### Assignment
From the records below, pull each line that has "column".

Top of The data

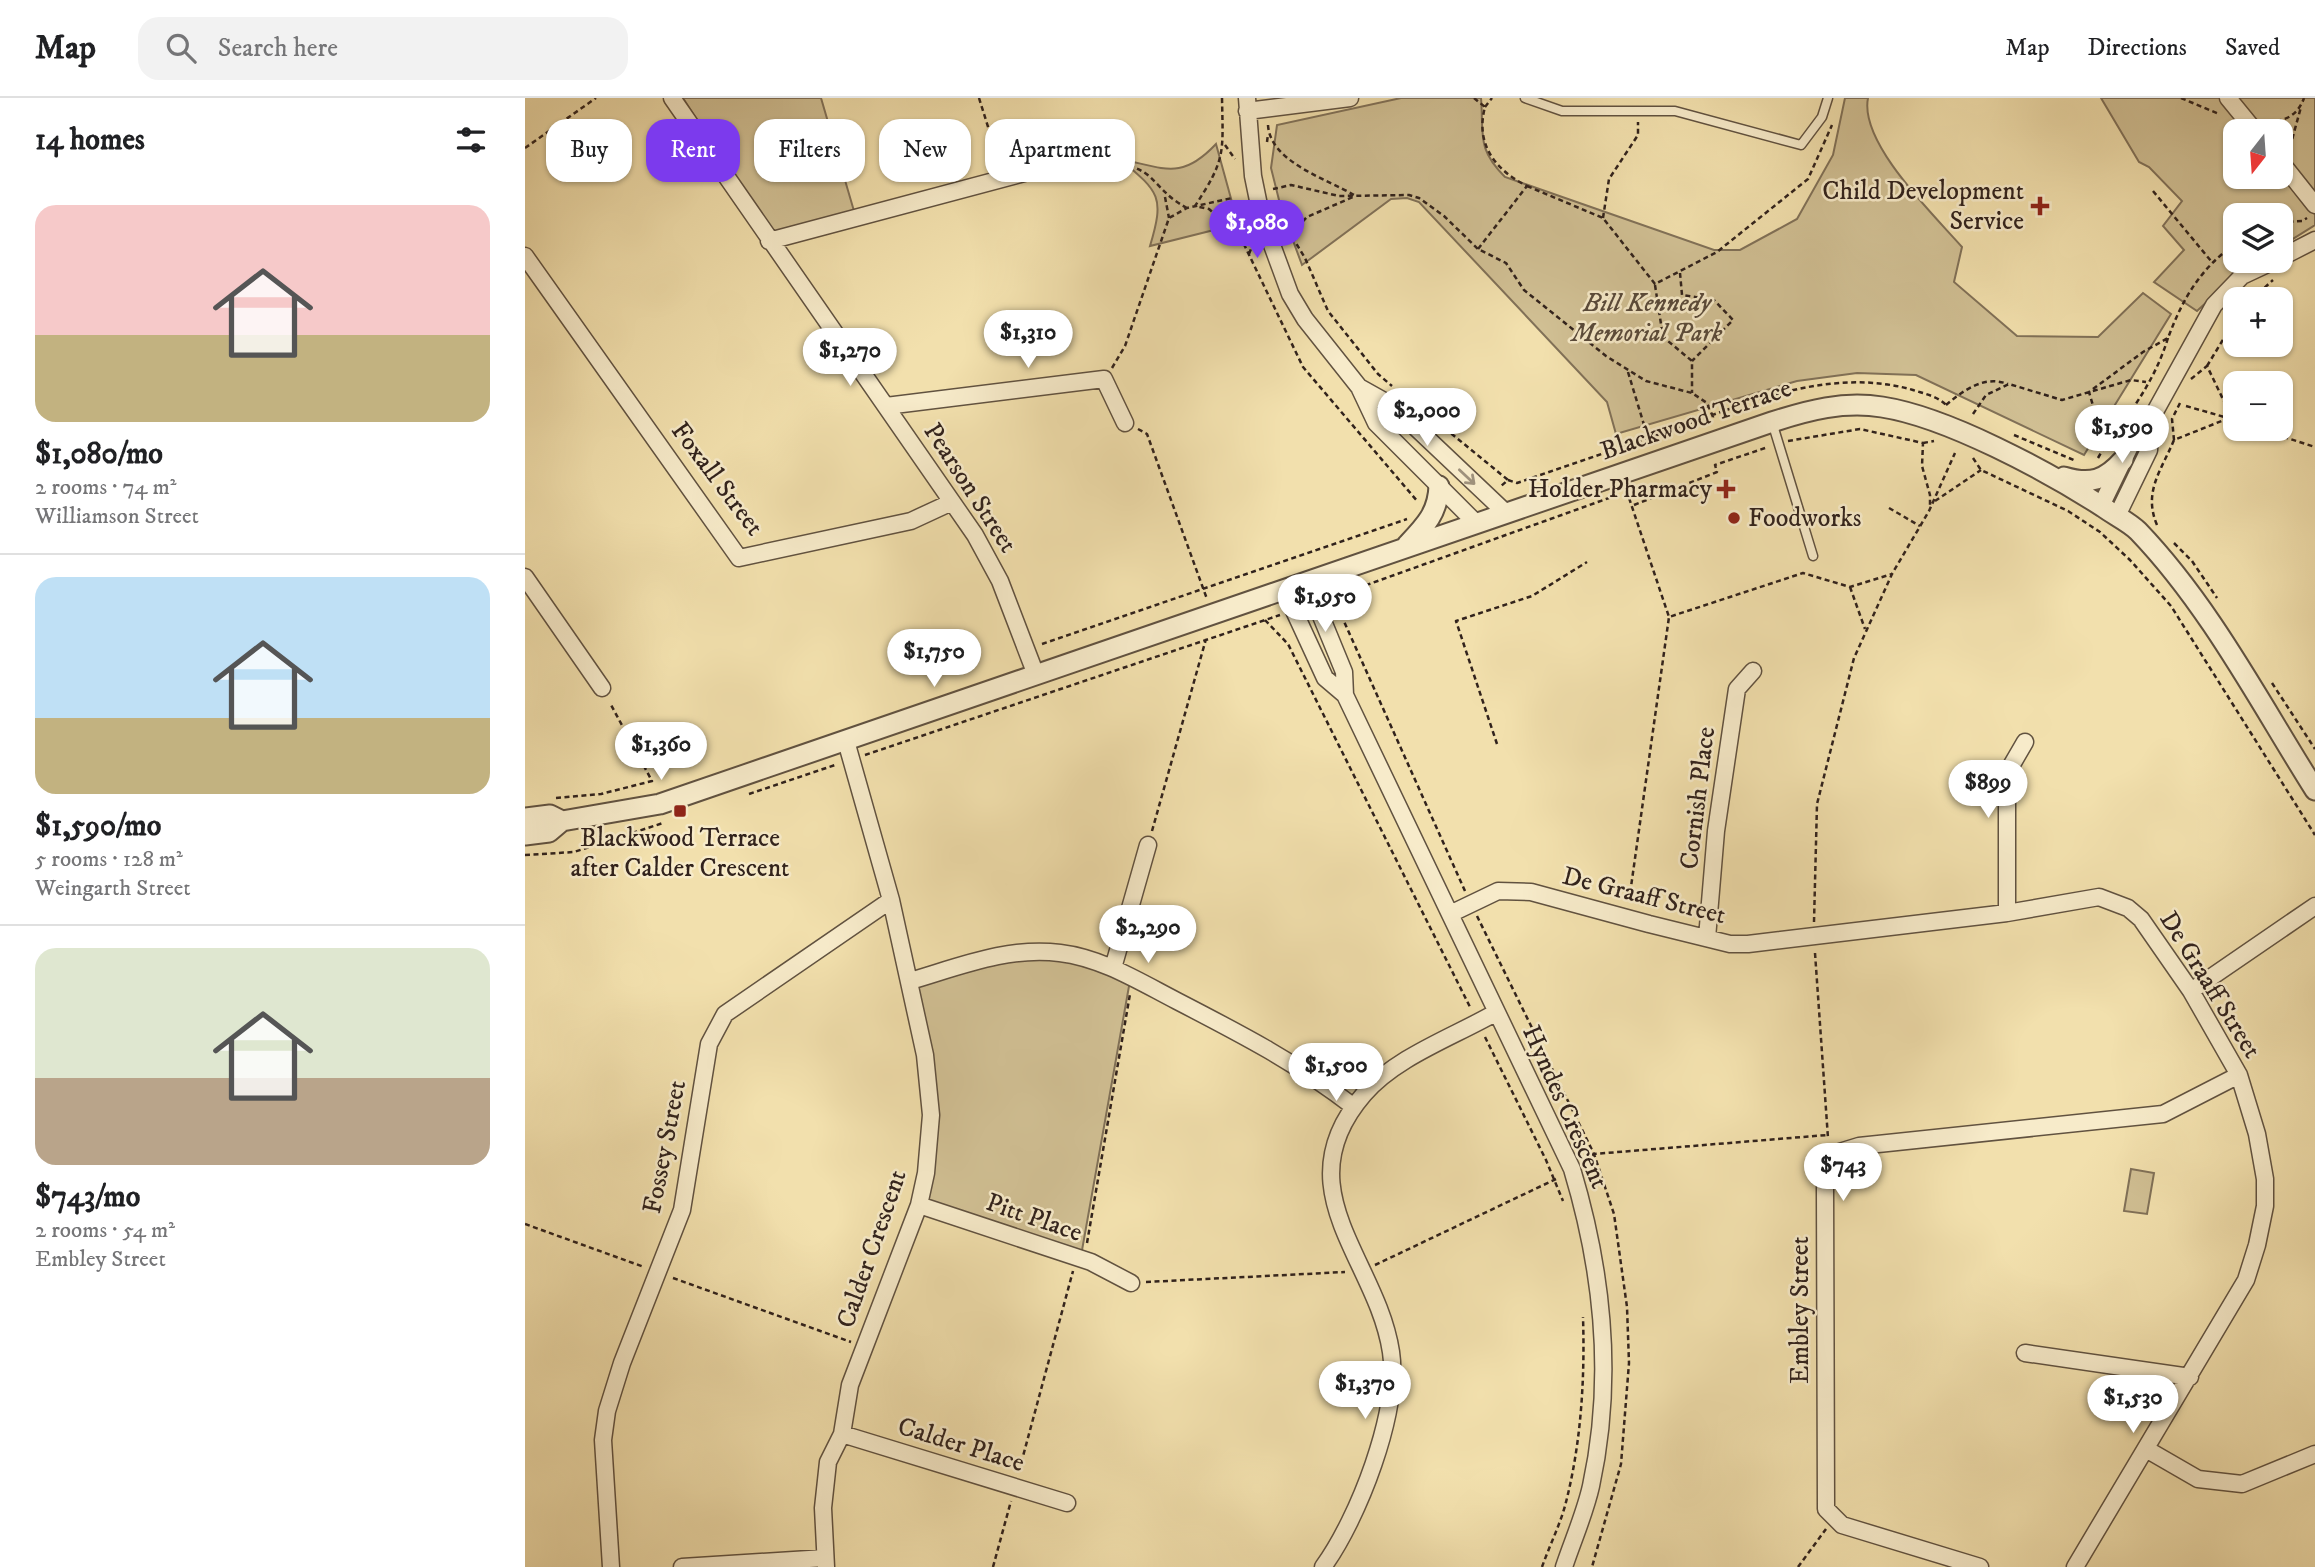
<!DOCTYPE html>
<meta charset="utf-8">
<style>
:root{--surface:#fff;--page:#f2f2f2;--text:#202124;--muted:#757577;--line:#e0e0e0;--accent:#7c3aed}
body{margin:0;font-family:"IM FELL DW Pica",serif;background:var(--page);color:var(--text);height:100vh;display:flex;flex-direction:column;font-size:26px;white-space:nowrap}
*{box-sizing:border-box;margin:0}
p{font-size:23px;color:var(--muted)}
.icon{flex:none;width:38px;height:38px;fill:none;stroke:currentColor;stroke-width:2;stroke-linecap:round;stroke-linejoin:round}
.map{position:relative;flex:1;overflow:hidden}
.panel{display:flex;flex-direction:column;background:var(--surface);width:525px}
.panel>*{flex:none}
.banner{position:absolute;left:21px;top:21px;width:665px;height:63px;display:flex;gap:14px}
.needle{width:46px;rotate:197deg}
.fabs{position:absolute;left:1698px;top:21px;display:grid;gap:14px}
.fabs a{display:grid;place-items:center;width:70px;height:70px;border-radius:14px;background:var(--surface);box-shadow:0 2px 5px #0004;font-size:35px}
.price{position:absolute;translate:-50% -60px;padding:0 16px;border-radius:24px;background:#fff;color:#222;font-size:23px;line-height:46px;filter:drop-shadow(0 2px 4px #0008)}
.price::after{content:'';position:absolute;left:50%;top:42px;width:21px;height:16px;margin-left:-10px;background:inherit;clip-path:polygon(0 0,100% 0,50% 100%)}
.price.on{background:var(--accent);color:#fff}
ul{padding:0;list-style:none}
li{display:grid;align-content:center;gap:14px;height:371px;padding:0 35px}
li+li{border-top:2px solid var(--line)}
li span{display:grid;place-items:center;height:217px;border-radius:21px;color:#555}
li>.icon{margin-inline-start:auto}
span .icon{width:126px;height:126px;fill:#fffc;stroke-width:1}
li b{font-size:30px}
h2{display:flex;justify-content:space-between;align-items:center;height:84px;padding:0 35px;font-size:30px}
.pill{padding:0 24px;border-radius:21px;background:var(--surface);box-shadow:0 2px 5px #0004;font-size:24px;line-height:63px}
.pill.on{background:var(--accent);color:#fff}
header{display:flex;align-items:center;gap:42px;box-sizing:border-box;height:98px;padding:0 35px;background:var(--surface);border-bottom:2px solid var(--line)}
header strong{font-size:33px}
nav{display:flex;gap:38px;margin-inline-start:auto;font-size:24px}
.search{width:490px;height:63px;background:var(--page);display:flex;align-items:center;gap:18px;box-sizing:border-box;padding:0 24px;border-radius:21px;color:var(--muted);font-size:26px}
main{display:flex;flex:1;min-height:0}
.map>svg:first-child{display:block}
.green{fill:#d1c094;stroke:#817158;stroke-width:2;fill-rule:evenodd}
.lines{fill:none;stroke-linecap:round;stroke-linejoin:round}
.service-casing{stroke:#615240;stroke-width:11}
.minor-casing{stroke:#615240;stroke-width:19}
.tertiary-casing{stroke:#615240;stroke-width:23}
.path{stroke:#31221c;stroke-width:2.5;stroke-dasharray:5 3.5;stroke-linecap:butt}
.service{stroke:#f7ebca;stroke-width:8}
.minor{stroke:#f7ebca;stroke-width:16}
.tertiary{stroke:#f7ebca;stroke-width:19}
.oneway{stroke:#9e917c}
.poi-dot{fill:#8f2418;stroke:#f7ebca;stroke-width:2.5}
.labels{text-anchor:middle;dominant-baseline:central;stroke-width:5;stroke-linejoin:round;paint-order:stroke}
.poi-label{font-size:26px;fill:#31221c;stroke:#f7ebca;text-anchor:end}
.park-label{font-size:26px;font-style:italic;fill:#594a3a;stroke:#f7ebca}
.street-label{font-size:26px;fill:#31221c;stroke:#f7ebca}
</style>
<header>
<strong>Map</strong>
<div class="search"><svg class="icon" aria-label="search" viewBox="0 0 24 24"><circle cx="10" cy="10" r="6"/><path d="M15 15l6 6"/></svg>Search here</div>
<nav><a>Map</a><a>Directions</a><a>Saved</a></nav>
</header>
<main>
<section class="panel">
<h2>14 homes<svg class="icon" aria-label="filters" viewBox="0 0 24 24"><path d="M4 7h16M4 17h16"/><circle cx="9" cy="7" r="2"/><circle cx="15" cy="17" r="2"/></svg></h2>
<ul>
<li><span style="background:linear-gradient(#f6c9c9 60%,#c2b280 0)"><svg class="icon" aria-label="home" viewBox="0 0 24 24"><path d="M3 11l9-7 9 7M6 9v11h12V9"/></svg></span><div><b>$1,080/mo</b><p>2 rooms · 74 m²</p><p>Williamson Street</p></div></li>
<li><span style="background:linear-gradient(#bfe0f5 65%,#c2b280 0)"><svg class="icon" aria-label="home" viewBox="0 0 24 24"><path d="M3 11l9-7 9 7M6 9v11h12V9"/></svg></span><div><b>$1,590/mo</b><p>5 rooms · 128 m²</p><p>Weingarth Street</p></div></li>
<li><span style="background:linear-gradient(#dfe7d0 60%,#b9a48a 0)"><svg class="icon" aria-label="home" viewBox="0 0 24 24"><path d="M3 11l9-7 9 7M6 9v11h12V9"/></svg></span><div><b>$743/mo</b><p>2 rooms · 54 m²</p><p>Embley Street</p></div></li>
</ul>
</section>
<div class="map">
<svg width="1790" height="1469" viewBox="0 0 1790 1469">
<rect width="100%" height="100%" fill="#f2e0ad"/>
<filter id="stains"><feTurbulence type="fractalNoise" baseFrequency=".00286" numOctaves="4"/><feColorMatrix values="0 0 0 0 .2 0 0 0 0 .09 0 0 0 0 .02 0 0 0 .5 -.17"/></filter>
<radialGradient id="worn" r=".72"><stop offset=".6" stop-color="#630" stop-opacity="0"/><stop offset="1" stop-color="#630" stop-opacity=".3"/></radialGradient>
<path class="green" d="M158,0H296L329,113L246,139Z
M876,0H956C959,36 951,50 980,79L1189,152H1215L1272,121L1308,57L1320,0H1343C1334,45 1409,117 1437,149L1429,184L1492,238L1573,239L1618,195L1646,216L1559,357L1391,277L1332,275L1272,283L1091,336L1082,304L894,104L882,100L866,101L777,167L756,110L746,70L752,27Z
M1576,0H1790V127L1755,149V117H1710V163H1733L1713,175L1672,213L1629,184L1659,152L1638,128L1657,103L1624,69L1614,64ZM1710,33H1755V79H1710Z
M691,46L713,126L625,148C640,98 634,94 595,61C640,70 656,83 691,46Z
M516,848L606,877L556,1158L399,1104L407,1001L389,884Z
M1606,1071L1629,1075L1622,1116L1599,1113Z"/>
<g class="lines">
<g class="service-casing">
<path id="service" d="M1000,0L1037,13H1150L1276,47L1297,19L1303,0
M1247,324L1288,458"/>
</g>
<g class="minor-casing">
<path id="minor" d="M147,0L450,437L475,483L511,577
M722,0L728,78L736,117L765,196L780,221L834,289L851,325L951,425
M1703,0L1730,33
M722,13L825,0
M1755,63L1790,107
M244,143L499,75
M0,158L214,460L386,423L427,404
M1755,160L1790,142
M834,289L868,308L981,415
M361,308L579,281L600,325
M1576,408L1607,344L1626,321L1689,207L1717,178L1749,163
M1592,418L1624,352L1626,321
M0,479L77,590
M782,484L819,574L820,597L1047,1071C1078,1174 1089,1282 1066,1388C1060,1415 1048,1442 1039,1469
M759,491L800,580L820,597
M1482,815V675L1500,644
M925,816L973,793L1006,794L1124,826L1205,846H1223L1482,815L1574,799L1603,810L1616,821L1666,893L1714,977L1732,1036L1740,1081V1108L1732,1147L1721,1182L1550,1469
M1182,840L1191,733L1212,591L1228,573
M588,870L623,747
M385,883C433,869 484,848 535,855C577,860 615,884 652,903C714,935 774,966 829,1009
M1666,893L1790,808
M394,1107L566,1164L606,1185
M1500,1255L1665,1279
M317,1336L542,1405
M1621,1351L1673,1381L1717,1386L1790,1356
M86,1469L78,1342L82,1313L97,1265L157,1112L184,946L200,916L366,802
M157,1469L300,1460
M301,1469L298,1410L303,1364L317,1336L325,1287L394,1107L401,1075L406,1017L400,957L366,802L321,643
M798,1469C833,1421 875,1314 866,1254C852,1161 757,1091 839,996C871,959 928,939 970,915
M1455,1469L1317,1427L1301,1411L1300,1091L1301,1070L1308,1056L1334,1048L1638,1016L1714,977"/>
</g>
<g class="tertiary-casing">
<path id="tertiary" d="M1539,379C1566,387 1580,382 1598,362
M882,447C900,428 913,415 914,388
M0,720L25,717L37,723
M0,737L24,734L37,723L135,706L1247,324C1284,312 1318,303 1357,309C1422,319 1522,373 1578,409C1589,417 1604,424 1613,433C1685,508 1735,605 1790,692"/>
</g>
<path class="path" d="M454,0L475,67
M697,0C698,55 701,61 670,108L684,111L715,138L778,269L893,404
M949,0L960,9C950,46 970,72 1002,88L953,151
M1656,0L1694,16
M960,9L967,0
M1743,23C1760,24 1773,17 1779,0
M743,27C745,64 802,81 829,97
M742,44L743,36
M700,47L710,61
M1765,49L1776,9
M0,50L71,0
M508,64L516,54C545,57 602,59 624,78C639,92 642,99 662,110
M1002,88L1078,120L1130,186L1192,154L1283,81L1307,27
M748,91L766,87L814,98L884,97L894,100L919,118L953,151L981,165L999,192L1081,258L1121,283L1167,295L1182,305L1188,319L1185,326
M1628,93L1686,163
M640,99L644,120
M754,117L780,160L803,213L853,276L867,288
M1078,120L1084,81L1113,37V24
M1755,124L1777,123L1782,120
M766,136L782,119L828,99
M724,156L729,143
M1155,175L1157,197L1189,202L1208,222L1167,263
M1130,187L1138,239L1167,263V295
M1727,201L1748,182
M1643,240C1630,282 1607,313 1580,348L1564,294L1618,254L1643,240C1658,200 1675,171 1710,146
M1682,268L1710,222
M587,270L600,248L644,120L662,110L707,100
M1103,274L1123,340C1207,312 1298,266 1388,292C1400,296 1413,298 1422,308
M1666,281L1682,268L1708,322
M1421,307C1439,292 1459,277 1483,286
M1661,308L1703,320
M900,314L983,382L976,388
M1448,316L1461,297L1484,286L1537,302L1606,282L1621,284
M613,331L622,336L682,501
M1734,331L1790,349
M1489,337L1551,363
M1649,342L1647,321L1656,303
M1263,343L1335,331L1398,345L1397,368L1405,397V410
M1398,345L1409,343
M1448,360L1456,372L1543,413L1575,434L1605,462L1646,508L1790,737
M1573,360L1580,348
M983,382L992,385L1123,340
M1100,394H1102L1144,519L1278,475L1325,489L1367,476
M1410,403L1456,372
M1109,407L1192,374L1190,367L1243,349
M1364,410L1395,428
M1632,427C1618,394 1636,373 1649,342L1704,320
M1649,445L1667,463L1692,500
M1325,489L1340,531
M740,522L763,546L946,911
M517,546L882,421
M1747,585L1790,651
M972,646L931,523L1007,498L1062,464
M340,657L755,517
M224,696L310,667
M31,700L76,696L127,683L85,605
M627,733L681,541
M0,757L49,754L138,725
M940,793L808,499L1084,400
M1104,803L1144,519
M952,818L1069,1056L1089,1116L1102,1209L1104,1265L1096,1366L1067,1469
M1289,824L1292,706L1329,560L1367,476L1404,413L1430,355
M1290,855L1303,1040
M960,939L1021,1062L1038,1103
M1060,1062L1069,1056L1302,1037
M0,1126L119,1169
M562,1145L605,896
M850,1167L1031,1081
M148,1180L326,1244
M621,1184L820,1174
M494,1373L548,1173
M468,1469L486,1403
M1017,1469C1024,1449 1034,1429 1040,1408C1056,1347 1060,1282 1058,1219
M1273,1469L1301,1431"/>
<use href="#service" class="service"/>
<use href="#minor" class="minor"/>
<use href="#tertiary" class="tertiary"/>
</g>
<defs><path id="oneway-shaft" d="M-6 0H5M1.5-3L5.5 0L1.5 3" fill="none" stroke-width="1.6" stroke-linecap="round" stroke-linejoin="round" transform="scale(1.75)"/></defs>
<use class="oneway" href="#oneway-shaft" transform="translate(942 379) rotate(43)"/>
<g class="poi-dot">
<path d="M1511.5 97.5h7v7h7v7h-7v7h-7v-7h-7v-7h7z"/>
<path d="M1197.5 380.5h7v7h7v7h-7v7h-7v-7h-7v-7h7z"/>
<circle cx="1209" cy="420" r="7"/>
<rect x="148" y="706" width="14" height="14" rx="3.5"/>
</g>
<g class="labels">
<g class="poi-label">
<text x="1499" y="93">Child Development<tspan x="1499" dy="30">Service</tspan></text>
<text x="1187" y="391">Holder Pharmacy</text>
<text x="1223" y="420" text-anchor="start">Foodworks</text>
<text x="155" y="740" text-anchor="middle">Blackwood Terrace<tspan x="155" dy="30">after Calder Crescent</tspan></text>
</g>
<g class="park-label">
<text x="1122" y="205">Bill Kennedy<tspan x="1122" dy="30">Memorial Park</tspan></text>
</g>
<g class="street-label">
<text transform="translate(1171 322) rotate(-19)">Blackwood Terrace</text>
<text transform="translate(192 381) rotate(53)">Foxall Street</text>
<text transform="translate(445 390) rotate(57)">Pearson Street</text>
<text transform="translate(1173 700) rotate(-83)">Cornish Place</text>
<text transform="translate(1119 798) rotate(14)">De Graaff Street</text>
<text transform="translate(1685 887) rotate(58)">De Graaff Street</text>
<text transform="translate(1040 1009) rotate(66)">Hyndes Crescent</text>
<text transform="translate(140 1049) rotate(-79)">Fossey Street</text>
<text transform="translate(509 1120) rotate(19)">Pitt Place</text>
<text transform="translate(347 1151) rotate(-71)">Calder Crescent</text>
<text transform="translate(1275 1212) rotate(-90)">Embley Street</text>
<text transform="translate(436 1347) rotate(17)">Calder Place</text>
</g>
</g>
<rect width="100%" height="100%" filter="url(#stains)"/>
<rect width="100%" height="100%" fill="url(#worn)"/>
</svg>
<div class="fabs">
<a><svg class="needle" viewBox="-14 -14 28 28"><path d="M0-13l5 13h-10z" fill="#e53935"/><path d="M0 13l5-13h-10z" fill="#757577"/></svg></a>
<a><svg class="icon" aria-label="layers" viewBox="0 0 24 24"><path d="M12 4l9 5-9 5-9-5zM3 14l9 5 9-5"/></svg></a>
<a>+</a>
<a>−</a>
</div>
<b class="price on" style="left:732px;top:162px">$1,080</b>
<b class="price" style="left:503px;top:272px">$1,310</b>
<b class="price" style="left:325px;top:290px">$1,270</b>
<b class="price" style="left:902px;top:350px">$2,000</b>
<b class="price" style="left:1597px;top:367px">$1,590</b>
<b class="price" style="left:800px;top:536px">$1,950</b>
<b class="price" style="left:409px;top:591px">$1,750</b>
<b class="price" style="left:136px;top:684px">$1,360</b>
<b class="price" style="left:1463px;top:722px">$899</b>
<b class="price" style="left:623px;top:867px">$2,290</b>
<b class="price" style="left:811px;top:1005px">$1,500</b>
<b class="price" style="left:1318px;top:1105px">$743</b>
<b class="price" style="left:840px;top:1323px">$1,370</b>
<b class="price" style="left:1608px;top:1337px">$1,530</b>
<div class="banner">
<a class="pill">Buy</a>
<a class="pill on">Rent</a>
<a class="pill">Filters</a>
<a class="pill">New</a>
<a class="pill">Apartment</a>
</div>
</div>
</main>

Bottom of The data

### Written response
body{margin:0;font-family:"IM FELL DW Pica",serif;background:var(--page);color:var(--text);height:100vh;display:flex;flex-direction:column;font-size:26px;white-space:nowrap}
.panel{display:flex;flex-direction:column;background:var(--surface);width:525px}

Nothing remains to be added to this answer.